• Extracted records
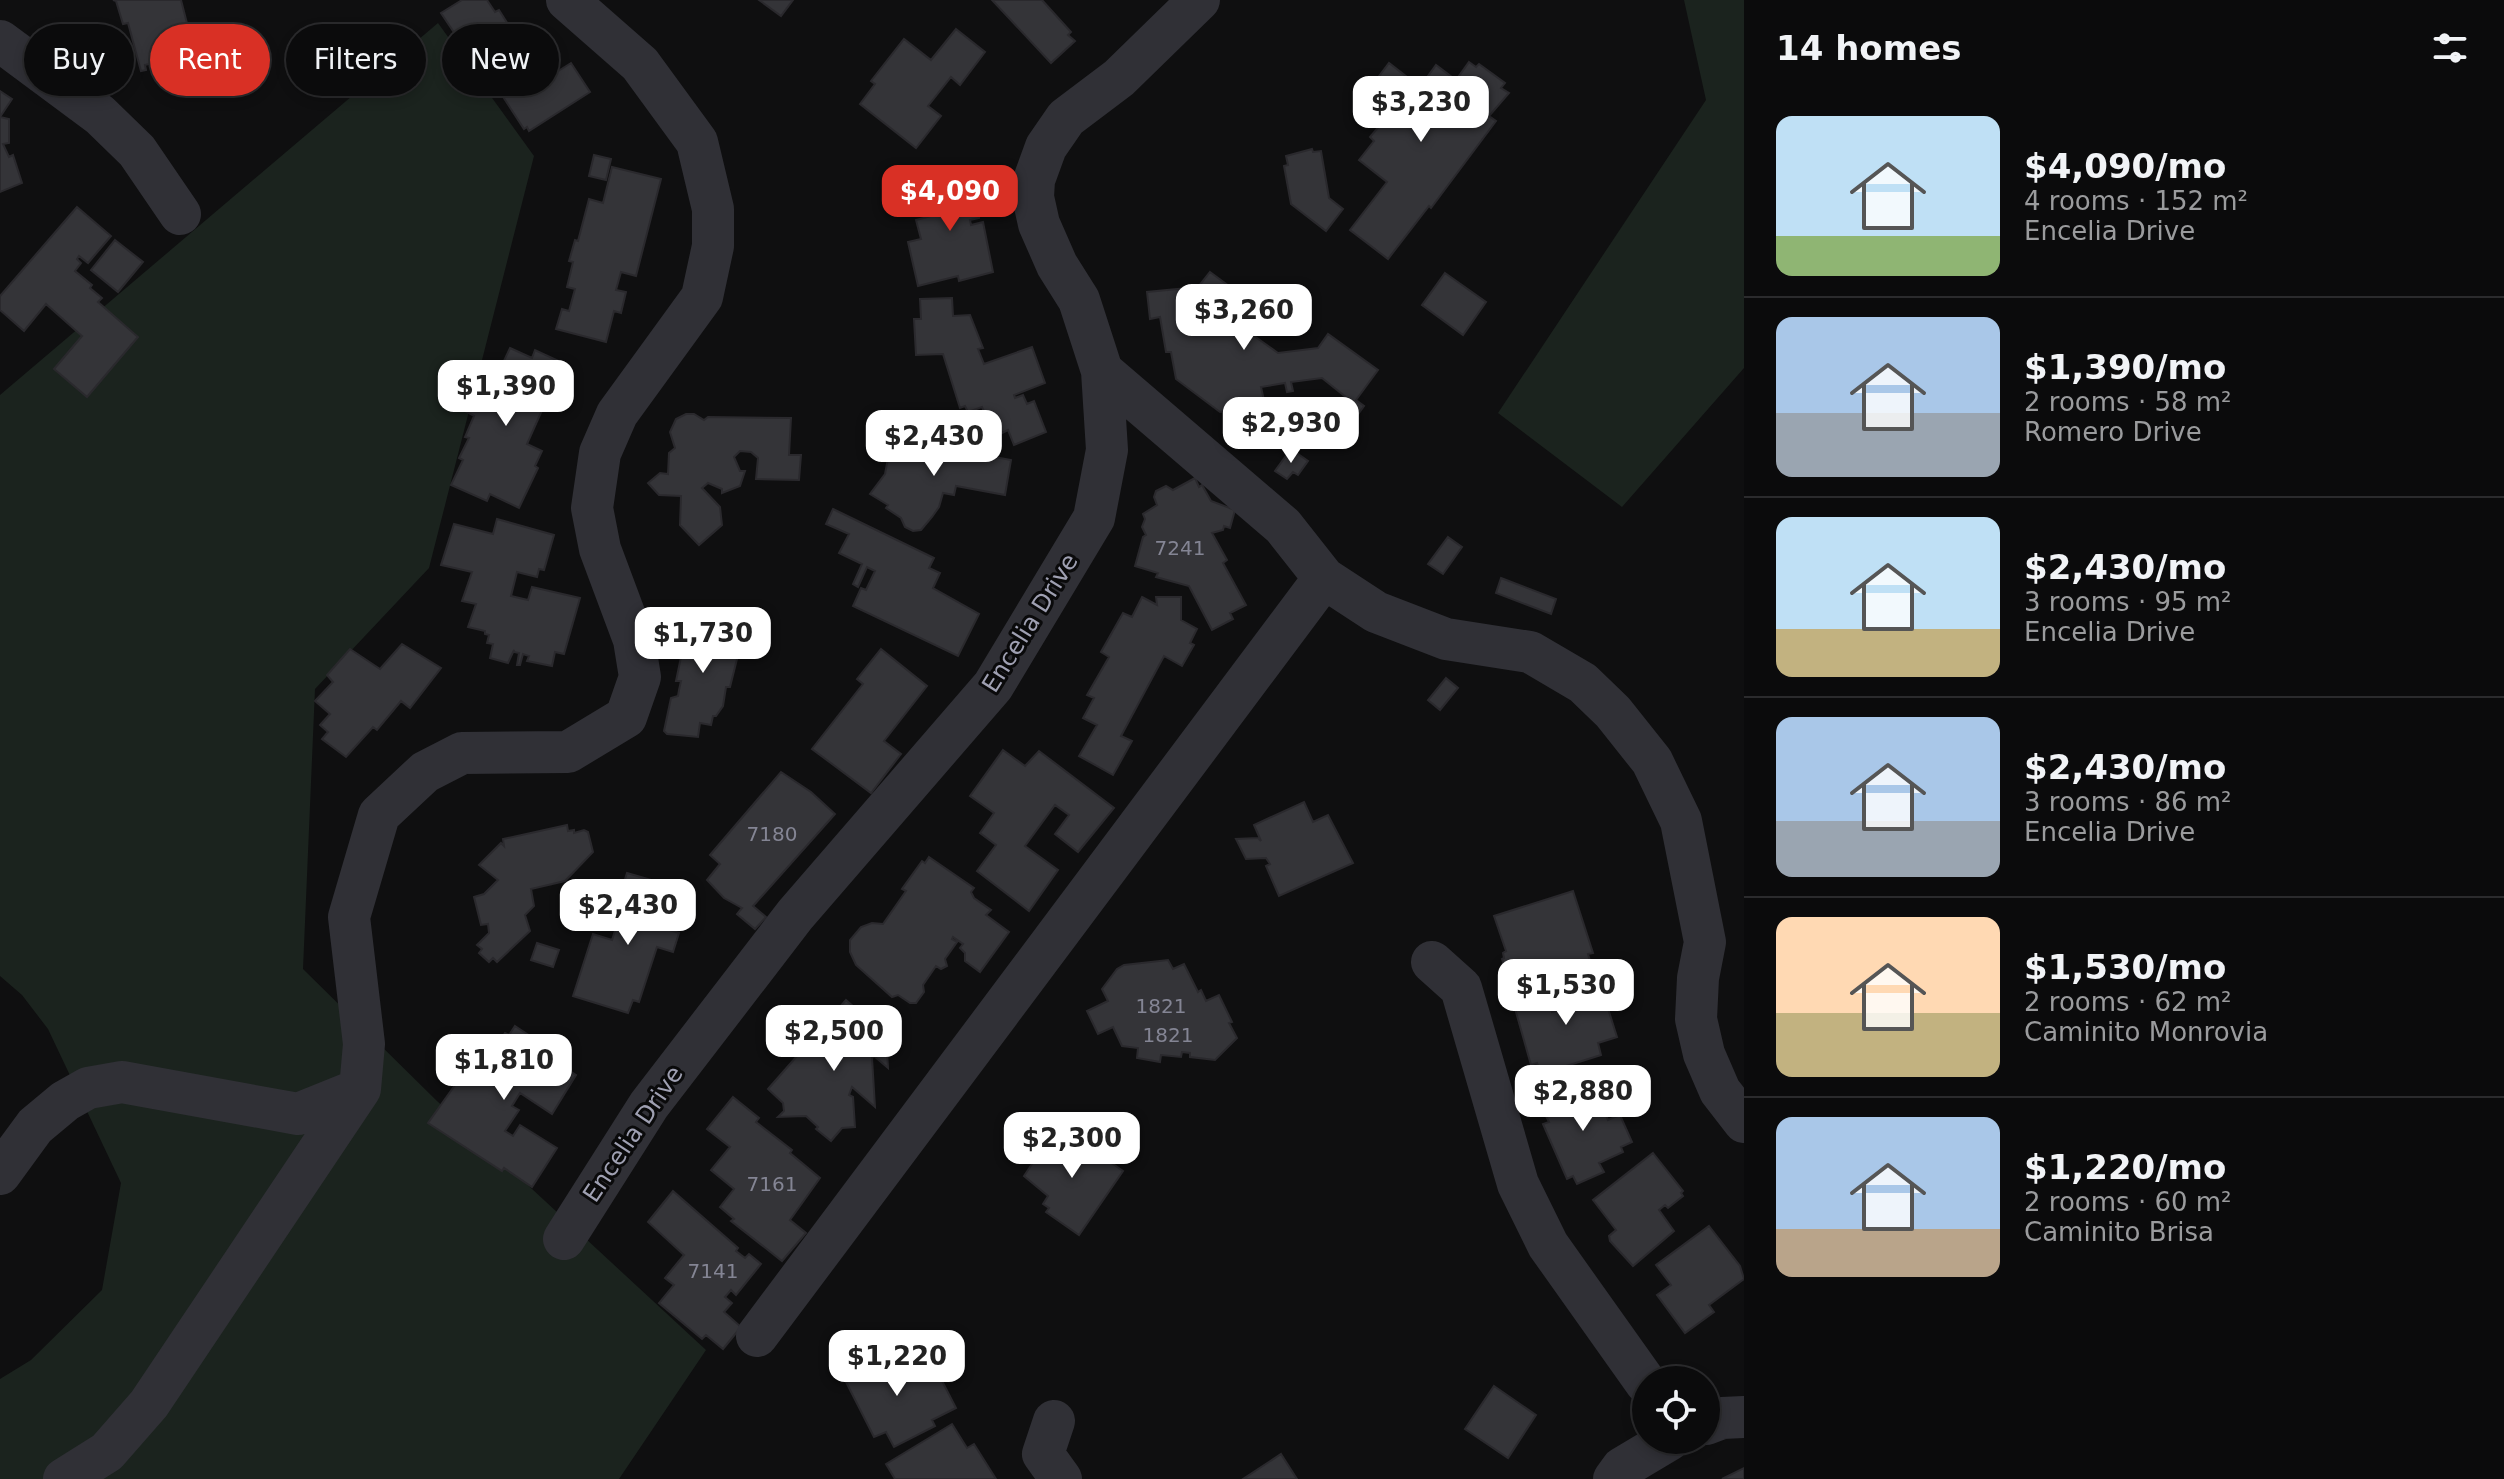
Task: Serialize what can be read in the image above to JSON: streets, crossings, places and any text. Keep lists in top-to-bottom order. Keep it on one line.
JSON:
{"streets":{"street":["Encelia Drive"]},"house_numbers":["7241","7180","1821","1821","7161","7141"],"page":{"heading":"14 homes","chip":["Buy","Rent","Filters","New"],"price":["$3,230","$4,090","$3,260","$1,390","$2,930","$2,430","$1,730","$2,430","$1,530","$2,500","$1,810","$2,880","$2,300","$1,220"],"list":[{"name":"$4,090/mo","note":"4 rooms · 152 m² · Encelia Drive"},{"name":"$1,390/mo","note":"2 rooms · 58 m² · Romero Drive"},{"name":"$2,430/mo","note":"3 rooms · 95 m² · Encelia Drive"},{"name":"$2,430/mo","note":"3 rooms · 86 m² · Encelia Drive"},{"name":"$1,530/mo","note":"2 rooms · 62 m² · Caminito Monrovia"},{"name":"$1,220/mo","note":"2 rooms · 60 m² · Caminito Brisa"}]}}
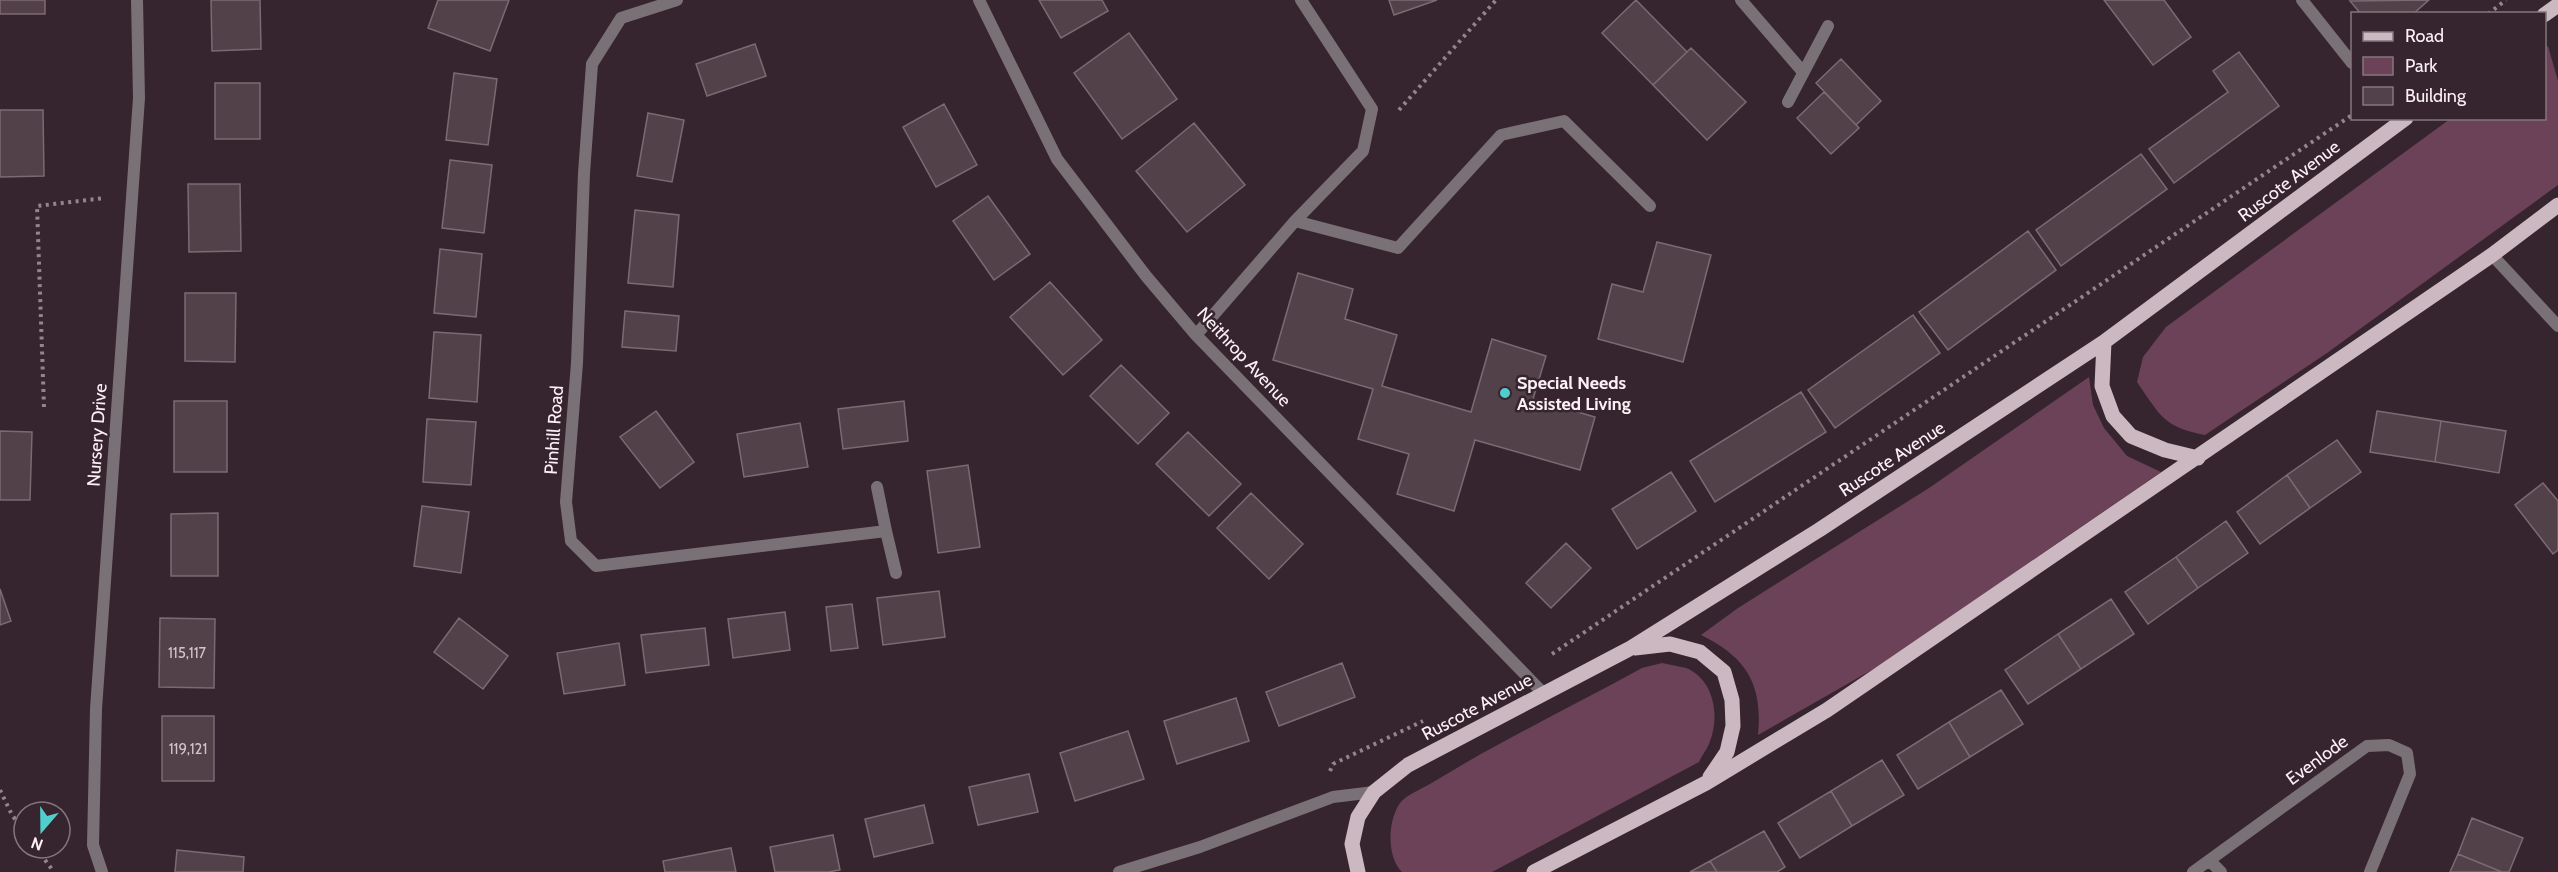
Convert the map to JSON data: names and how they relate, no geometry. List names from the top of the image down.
{
  "streets": {
    "main road": ["Ruscote Avenue"],
    "street": [
      "Neithrop Avenue",
      "Pinhill Road",
      "Nursery Drive",
      "Evenlode"
    ]
  },
  "crossings": [
    ["Ruscote Avenue", "Neithrop Avenue"]
  ],
  "places": ["Special Needs Assisted Living"],
  "house_numbers": ["115,117", "119,121"],
  "legend": ["Road", "Park", "Building"],
  "north": "bottom"
}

• Work required
Copy the records above exactly, starting at the line that contains "Convert the map" and ending at the last line, and leave out all earlier lines.

• Result of this task
Convert the map to JSON data: names and how they relate, no geometry. List names from the top of the image down.
{
  "streets": {
    "main road": ["Ruscote Avenue"],
    "street": [
      "Neithrop Avenue",
      "Pinhill Road",
      "Nursery Drive",
      "Evenlode"
    ]
  },
  "crossings": [
    ["Ruscote Avenue", "Neithrop Avenue"]
  ],
  "places": ["Special Needs Assisted Living"],
  "house_numbers": ["115,117", "119,121"],
  "legend": ["Road", "Park", "Building"],
  "north": "bottom"
}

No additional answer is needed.